Je pensais vraiment être sournoise. Je ne pensais vraiment pas qu'il savait que c'était moi. Puis, un beau jour de printemps, vers la fin de l'année scolaire, j'allais déposer une rose sauvage sur le pas de la porte de George quand la porte s'est ouverte.

« Bonjour ma chère », dit-il. Il sourit. J'étais gênée et surprise.

« Bonjour », dis-je timidement.

« Je sais que tu m'as laissé des petits mots et des cadeaux », dit-il. « Cela compte beaucoup pour moi. J'attends avec impatience ces petits cadeaux. Tu n'imagines pas tout le bonheur que tu m'as apporté ces derniers mois. Veux-tu venir ? »

J'ai hésité. Je ne le connaissais pas. Pas vraiment. Il comprenait.

« Je vais te dire. Peut-être que ta mère et toi aimeriez être mes invités pour dîner un de ces jours. Je fais un excellent chili ! »

Nous l'avons rejoint pour le dîner. Il avait raison : il faisait un excellent chili. C'est ainsi que notre amitié a commencé. George est venu à la journée portes ouvertes la veille de Noël, mais il n'est resté que peu de temps. De retour de l'école, nous allions parfois nous promener ensemble. De temps en temps, George m'invitait à déjeuner ou nous emmenait dîner, ma mère et moi, quand elle avait le temps. Lorsqu'il voyageait, il m'envoyait toujours une carte postale et me rapportait un petit cadeau.

Je l'adorais.

À 19 ans, alors que j'étais à l'université, ma mère m'a appelé pour m'annoncer que George était à l'hôpital. Quand je suis allée lui rendre visite, un sourire a illuminé son visage.

« Voici mon meilleur ami », dit-il à son frère Walter, et il nous présenta. Je voyais bien que Walter était surpris par ce beau titre de « meilleur ami » donné à un adolescent par son frère. J'étais honoré, mais aussi très inquiet pour mon ami.

Walter m'a accueillie devant la porte et m'a annoncé une nouvelle qui m'a brisé le cœur une fois de plus. « Il n'en a plus pour longtemps. Le cancer est partout. »

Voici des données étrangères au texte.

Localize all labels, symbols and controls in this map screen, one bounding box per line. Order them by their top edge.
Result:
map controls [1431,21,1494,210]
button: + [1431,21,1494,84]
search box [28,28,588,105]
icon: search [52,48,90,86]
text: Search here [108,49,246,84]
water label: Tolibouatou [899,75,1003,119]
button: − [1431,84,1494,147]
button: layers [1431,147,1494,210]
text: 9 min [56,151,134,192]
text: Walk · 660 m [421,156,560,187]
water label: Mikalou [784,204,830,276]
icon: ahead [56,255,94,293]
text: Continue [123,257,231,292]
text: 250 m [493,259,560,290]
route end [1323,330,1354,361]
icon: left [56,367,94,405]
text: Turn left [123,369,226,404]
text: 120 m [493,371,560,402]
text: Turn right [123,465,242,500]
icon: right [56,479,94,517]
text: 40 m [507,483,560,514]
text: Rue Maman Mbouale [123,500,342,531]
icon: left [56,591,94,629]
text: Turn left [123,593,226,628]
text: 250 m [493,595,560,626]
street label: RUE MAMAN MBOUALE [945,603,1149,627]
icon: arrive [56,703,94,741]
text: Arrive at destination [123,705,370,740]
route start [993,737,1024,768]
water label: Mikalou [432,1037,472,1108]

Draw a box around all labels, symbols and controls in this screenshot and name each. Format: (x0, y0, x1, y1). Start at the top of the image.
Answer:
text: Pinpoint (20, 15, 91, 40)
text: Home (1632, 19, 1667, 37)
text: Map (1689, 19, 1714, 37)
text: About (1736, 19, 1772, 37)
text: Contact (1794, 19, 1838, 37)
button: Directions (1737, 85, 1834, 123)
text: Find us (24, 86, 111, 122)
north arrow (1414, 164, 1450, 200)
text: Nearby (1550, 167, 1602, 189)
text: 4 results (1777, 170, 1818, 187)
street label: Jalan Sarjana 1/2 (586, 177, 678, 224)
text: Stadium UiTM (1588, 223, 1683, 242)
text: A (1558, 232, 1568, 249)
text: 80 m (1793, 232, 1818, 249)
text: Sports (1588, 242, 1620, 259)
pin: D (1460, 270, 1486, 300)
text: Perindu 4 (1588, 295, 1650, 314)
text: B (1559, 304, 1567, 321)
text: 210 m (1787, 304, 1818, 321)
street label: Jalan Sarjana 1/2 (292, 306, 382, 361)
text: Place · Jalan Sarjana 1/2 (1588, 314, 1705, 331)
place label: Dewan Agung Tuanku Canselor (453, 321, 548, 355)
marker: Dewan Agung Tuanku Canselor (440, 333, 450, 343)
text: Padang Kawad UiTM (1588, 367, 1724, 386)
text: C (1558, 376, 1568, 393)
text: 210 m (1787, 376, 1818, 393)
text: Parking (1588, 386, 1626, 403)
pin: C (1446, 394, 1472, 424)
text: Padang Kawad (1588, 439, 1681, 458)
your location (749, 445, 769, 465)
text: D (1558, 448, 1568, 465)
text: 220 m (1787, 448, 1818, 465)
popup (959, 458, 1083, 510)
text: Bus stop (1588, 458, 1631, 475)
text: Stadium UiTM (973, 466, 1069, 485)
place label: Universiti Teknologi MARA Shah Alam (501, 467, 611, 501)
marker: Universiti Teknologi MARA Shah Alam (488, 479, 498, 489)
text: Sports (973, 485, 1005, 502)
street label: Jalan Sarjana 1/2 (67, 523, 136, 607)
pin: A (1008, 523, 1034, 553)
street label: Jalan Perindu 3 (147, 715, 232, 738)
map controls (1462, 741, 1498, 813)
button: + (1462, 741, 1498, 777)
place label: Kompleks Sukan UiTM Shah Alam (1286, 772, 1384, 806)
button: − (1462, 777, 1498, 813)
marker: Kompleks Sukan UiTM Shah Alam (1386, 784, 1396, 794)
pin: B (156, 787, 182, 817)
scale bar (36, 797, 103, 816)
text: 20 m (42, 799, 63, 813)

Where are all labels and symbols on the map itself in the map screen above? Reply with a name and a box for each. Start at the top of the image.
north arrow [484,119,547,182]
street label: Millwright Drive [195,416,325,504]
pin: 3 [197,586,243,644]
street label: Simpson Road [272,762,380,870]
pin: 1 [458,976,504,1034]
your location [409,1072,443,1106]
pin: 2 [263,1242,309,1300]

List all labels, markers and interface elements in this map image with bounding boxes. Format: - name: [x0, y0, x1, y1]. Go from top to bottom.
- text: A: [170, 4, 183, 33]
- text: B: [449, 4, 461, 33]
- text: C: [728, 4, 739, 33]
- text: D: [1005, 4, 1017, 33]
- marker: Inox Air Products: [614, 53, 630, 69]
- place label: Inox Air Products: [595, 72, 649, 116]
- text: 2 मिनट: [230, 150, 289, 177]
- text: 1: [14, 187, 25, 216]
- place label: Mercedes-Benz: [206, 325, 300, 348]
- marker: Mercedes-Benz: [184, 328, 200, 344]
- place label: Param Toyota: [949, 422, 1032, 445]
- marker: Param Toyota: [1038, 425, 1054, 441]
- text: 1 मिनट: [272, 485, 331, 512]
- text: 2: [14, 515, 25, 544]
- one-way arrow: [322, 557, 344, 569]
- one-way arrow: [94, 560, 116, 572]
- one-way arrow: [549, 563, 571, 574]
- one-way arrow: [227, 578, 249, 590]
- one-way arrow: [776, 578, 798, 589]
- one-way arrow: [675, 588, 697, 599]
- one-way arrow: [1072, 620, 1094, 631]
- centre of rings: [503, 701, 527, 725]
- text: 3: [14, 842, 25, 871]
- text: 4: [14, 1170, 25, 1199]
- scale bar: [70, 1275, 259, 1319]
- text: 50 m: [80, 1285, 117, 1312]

Après m'être ressaisie, je suis retournée m'asseoir un moment avec George. J'avais tant de choses à dire. Il avait du mal à parler. La douleur était intense. Je lui ai dit combien il comptait pour moi, combien je l'aimais. Il m'a pris la main. Sa main était faible mais chaleureuse.

« Mon meilleur ami », répéta-t-il. Il sourit et s'endormit. C'était la dernière fois que je le voyais.

Le jour de Noël suivant sa mort, on a frappé à notre porte la veille de Noël. C'était un magnifique bouquet de fleurs et de sapins de Noël, adressé à ma mère et moi.

La note disait :

Avant de mourir, George m'a demandé de veiller à ce que tu reçoives ceci la veille de Noël. Il m'a dit que ton amitié l'avait aidé à traverser l'une des périodes les plus difficiles de sa vie. Merci d'être de si bons amis pour mon frère. Que Dieu te bénisse ce Noël, et pour toujours. Walter.

Chaque veille de Noël, et bien souvent tout au long de l'année, je lève les yeux et salue mon ami George. Mon cœur est rempli de joie au souvenir de ce magnifique cadeau qu'il nous a offert avant de dire bonsoir au monde. Notre amitié a commencé simplement, avec un petit cadeau sur le pas de ma porte. Elle est devenue l'une des amitiés les plus marquantes et les plus belles de ma vie.